SMP Update?

trekiej · 13739

dizzy

  • Junior Member
  • **
    • Posts: 59
    • Karma: +60/-0
    • YouTube channel
Reply #45 on: January 09, 2019, 11:22:39 PM
If one wants program to be multi-threaded then it needs to be coded such a way that the program spawns sub tasks and gives them tasks to do. Most of AROS drivers spawn a handler task so in essence they are multi-threaded...

Even though a thread and a Amiga like task aren't equivalent they serve the same purpose and that is they allow the CPU to execute code. AROS and Amiga program environment are different to those that utilize memory protection e.g. Linux/Windows and how they perceive a thread.
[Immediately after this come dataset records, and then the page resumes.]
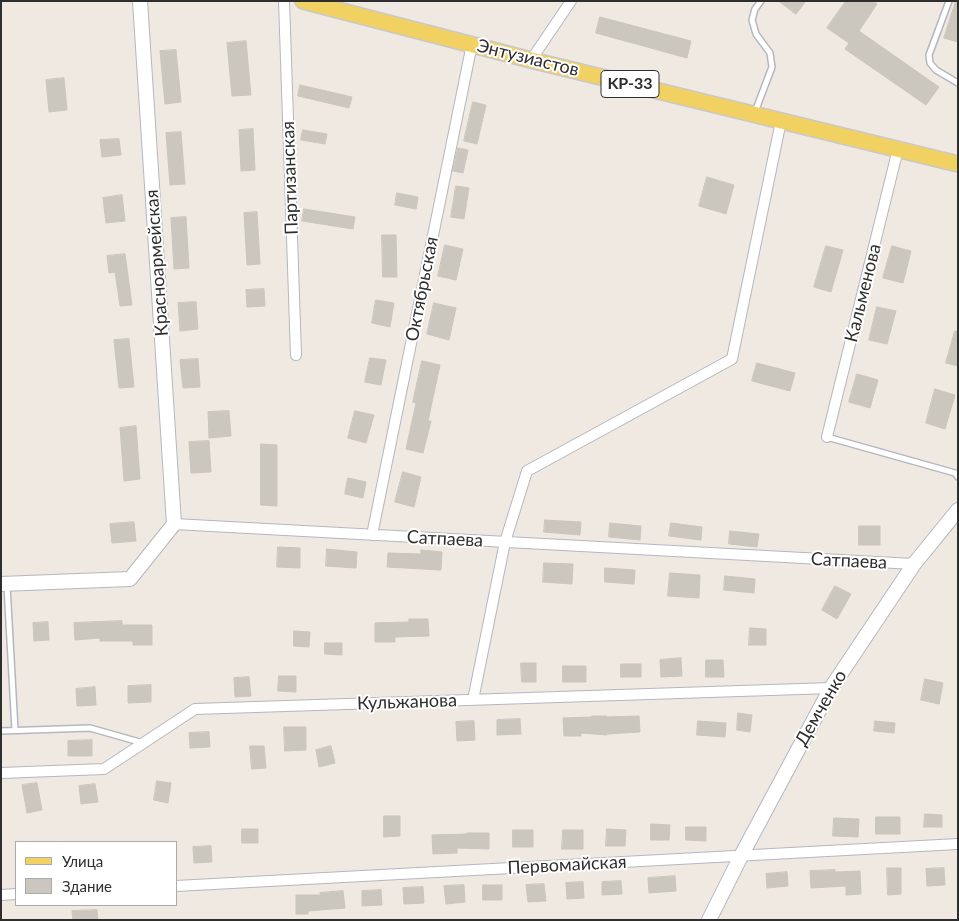 <!DOCTYPE html>
<meta charset="utf-8">
<style>
body{margin:0}
#map{position:relative;width:959px;height:921px;overflow:hidden;background:#efe9e1;font-family:Lato,sans-serif}
canvas{display:block}
.frame{position:absolute;inset:0;border:2px solid #2e2e2e;pointer-events:none}
.legend{position:absolute;left:15px;top:841px;width:162px;height:65px;box-sizing:border-box;background:#fff;border:1px solid #ababab;margin:0;padding:6px 9px;list-style:none;font-size:15px;color:#2e2e2e}
.legend li{display:flex;align-items:center;gap:10px;height:25px}
.legend b{width:25px;border:1px solid #ababab}
</style>
<div id="map">
<canvas width="959" height="921"></canvas>
<div class="frame"></div>
<ul class="legend">
<li><b style="height:6px;background:#f2d163"></b>Улица</li>
<li><b style="height:14px;background:#cbc7bf"></b>Здание</li>
</ul>
</div>
<script>
const context = document.querySelector('canvas').getContext('2d');
context.lineJoin = 'round';
function fill(path, color) { context.fillStyle = color; context.fill(path, 'evenodd'); }
function trace(path, color, width, dash) { context.strokeStyle = color; context.lineWidth = width; context.lineCap = dash ? 'butt' : 'round'; context.setLineDash(dash || []); context.stroke(path); }
function drawText(font, color, halo, rows, align = 'center') {
  context.font = font + ' Lato,sans-serif'; context.lineWidth = 4; context.setLineDash([]); context.textBaseline = 'middle'; context.strokeStyle = halo; context.fillStyle = color; for (const [text, x, y, turn = 0] of rows) {
    context.save(); context.translate(x, y); context.rotate((+turn || 0) * Math.PI / 180); context.textAlign = isNaN(turn) ? turn : align; if (halo) context.strokeText(text, 0, 0); context.fillText(text, 0, 0); context.restore();
  }
}
const building = new Path2D(`
 M779,1H806L796,14Z
 M846,1H873L877,4L859,31L939,87L926,105L845,49L849,43L827,28Z
 M956,1H958V42L944,38Z
 M600,17L691,41L687,58L596,33Z
 M246,41L251,95L232,96L227,43Z
 M176,50L181,102L165,104L160,51Z
 M64,78L67,110L49,112L46,80Z
 M300,85L352,97L349,108L298,96Z
 M473,102L486,105L477,144L464,141Z
 M253,129L255,170L241,171L239,130Z
 M303,130L327,134L325,144L301,140Z
 M181,132L185,184L170,185L166,133Z
 M119,139L121,155L102,157L100,140Z
 M458,148L468,150L463,173L453,171Z
 M707,177L734,185L726,214L699,206Z
 M456,186L469,188L464,219L451,217Z
 M397,193L418,197L416,209L395,205Z
 M122,195L125,221L106,223L103,198Z
 M304,209L355,217L353,229L302,221Z
 M257,212L260,264L247,265L244,213Z
 M186,217L189,268L174,269L171,218Z
 M382,235H396L397,277H383Z
 M445,245L463,249L456,280L438,276Z
 M826,246L843,250L831,292L814,287Z
 M892,246L911,251L903,283L883,278Z
 M125,254L132,305L120,306L115,272L109,273L107,256Z
 M264,289L265,306L247,307L246,290Z
 M376,300L394,303L390,327L372,323Z
 M196,302L198,329L180,331L178,303Z
 M434,303L456,308L449,340L427,334Z
 M877,307L896,311L887,344L869,340Z
 M955,331H958V366L946,363Z
 M129,339L134,387L119,388L114,340Z
 M370,358L386,360L381,385L365,382Z
 M198,359L200,387L183,388L180,360Z
 M422,361L440,365L428,421H431L423,453L406,449L416,403L413,402Z
 M757,363L795,373L790,391L752,381Z
 M857,374L878,380L870,408L849,402Z
 M935,389L955,395L945,429L926,423Z
 M229,411L231,436L209,438L208,412Z
 M355,411L374,415L366,443L348,438Z
 M136,426L140,479L124,481L120,428Z
 M209,441L211,472L191,473L189,442Z
 M261,444L277,445V506L261,505Z
 M403,472L421,477L414,507L395,502Z
 M348,478L366,482L363,498L345,494Z
 M545,520L581,522L580,535L544,532Z
 M134,522L136,541L112,543L110,524Z
 M610,523L641,526L640,540L609,537Z
 M671,523L702,527L701,540L669,536Z
 M859,526H880V545H859Z
 M730,531L759,534L757,547L729,544Z
 M278,547L300,548V568L277,567Z
 M327,549L357,552L356,568L326,566Z
 M421,550L442,552L441,570L387,567L388,553L421,554Z
 M544,563L573,564L572,584L543,582Z
 M605,568L635,570L634,584L605,582Z
 M670,573L700,575L699,598L668,596Z
 M725,576L755,579L754,593L724,590Z
 M835,586L851,594L837,619L822,610Z
 M409,619H428L429,636L395,637V642H375V623L409,622Z
 M122,621V625H152V645H133V641H100V638L75,640L74,623Z
 M48,622L49,640L34,641L33,623Z
 M750,628L766,629V645H749Z
 M294,631L310,632L309,647L294,646Z
 M325,643H342V655L325,654Z
 M681,658L682,676L661,677L660,660Z
 M706,660H723L724,677H706Z
 M521,663H536V682H522Z
 M621,664H641V677H621Z
 M563,666H586V682H563Z
 M279,676H296V692L278,691Z
 M249,677L251,696L235,697L234,678Z
 M925,679L943,683L939,704L921,700Z
 M151,685V702L128,703V686Z
 M95,687L96,705L77,706L76,689Z
 M738,713L752,715L750,732L737,730Z
 M592,716H607V717L639,716L640,732L607,734V735L581,733V736H564L563,718L592,717Z
 M520,719L521,734L497,735V720Z
 M474,721L475,740L457,741L456,722Z
 M698,721L726,723L725,737L697,735Z
 M875,721L895,723L894,733L874,731Z
 M284,727H306V750L285,751Z
 M209,732L210,747L190,748L189,733Z
 M92,740V756H68V741Z
 M250,746H264L266,768L252,769Z
 M331,746L335,763L319,767L316,750Z
 M157,781L171,783L168,803L154,800Z
 M37,783L42,810L27,813L22,785Z
 M95,784L98,802L81,804L79,786Z
 M925,814L942,815V827H924Z
 M384,816H400V836L384,837Z
 M876,817H900V834H876Z
 M834,818L859,819L858,837L833,836Z
 M651,824L670,825L669,840H651Z
 M686,827H706V841L686,840Z
 M242,829H258V843H242Z
 M607,829L626,830L625,846H606Z
 M513,830H533V847H513Z
 M563,830H583V849H562Z
 M467,833H489V849L457,848V853L433,854L432,835L467,834Z
 M211,846L212,862L194,863L193,847Z
 M887,868H901V894L888,895Z
 M944,868L945,885L927,886L926,869Z
 M835,870V872L860,871L861,894L846,895V886L811,888L810,871Z
 M787,872L788,886L767,888L766,874Z
 M675,876L676,891L649,893L648,878Z
 M621,881L622,894L602,895V882Z
 M583,882L584,898L567,899L566,883Z
 M544,884L546,901L528,902L526,885Z
 M464,885L465,902L446,904L444,886Z
 M483,885H502V900H483Z
 M423,887L424,903L404,904L403,888Z
 M381,890L382,905L362,906V891Z
 M343,891L345,908L308,911V914H296V895H321L320,893Z
 M97,910L98,920H73L72,911Z`);
fill(building, '#cbc7bf');
trace(building, '#cbc5ba', 1);
const lane = new Path2D(`
 M949,1L929,55L930,63L936,70L958,83
 M755,112L772,67L770,53L756,34L752,20L755,9L761,1
 M827,437L955,473L958,477
 M7,586L15,730
 M1,731L90,728L143,743`);
const street = new Path2D(`
 M284,1L296,355
 M531,60L571,1
 M827,437L898,149
 M174,524L914,564
 M372,535L472,44
 M473,700L505,542L527,471L732,359L781,121
 M1,773L104,769L195,709L831,688
 M176,886L958,844
 M1,895L16,894`);
const secondary = new Path2D(`
 M1,584L130,579L174,524L140,1
 M709,920L741,856L831,688L914,564L958,510`);
const primary = new Path2D(`
 M303,1L531,60L958,164`);
trace(lane, '#b4b7c1', 8);
trace(street, '#b4b7c1', 12);
trace(secondary, '#b4b7c1', 16);
trace(primary, '#c9c9c9', 18);
trace(lane, '#fff', 5);
trace(street, '#fff', 10);
trace(secondary, '#fff', 14);
trace(primary, '#f2d163', 15);
for (const [x, y, w] of [
 [630,84,58]
]) { const box = new Path2D(); box.roundRect(x - w / 2, y - 13.5, w, 27, 4); context.fillStyle = '#fff'; context.fill(box); trace(box, '#2e2e2e', 1); }
drawText('bold 16px', '#2e2e2e', null, [
 ["KP-33",630,84]
]);
drawText('18px', '#2e2e2e', '#fff', [
 ["Энтузиастов",528,58,14],
 ["Партизанская",290,178,-92],
 ["Красноармейская",157,263,-94],
 ["Октябрьская",422,289,-79],
 ["Кальменова",863,293,-76],
 ["Сатпаева",445,539,3],
 ["Сатпаева",849,561,3],
 ["Кульжанова",407,702,-2],
 ["Демченко",821,708,-60],
 ["Первомайская",567,865,-3]
]);
</script>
It's up to the Kernel/Exec to schedule tasks among different cores. If one spawns subtask then they may or may not run simultaneous on different cores, I think they might be some flags to instruct the task to run only on certain core etc.   



magorium

  • Legendary Member
  • *****
    • Posts: 632
    • Karma: +62/-0
  • Convicted non contributor
Reply #46 on: January 10, 2019, 04:00:58 AM
If one wants program to be multi-threaded then it needs to be coded such a way that the program spawns sub tasks and gives them tasks to do. Most of AROS drivers spawn a handler task so in essence they are multi-threaded...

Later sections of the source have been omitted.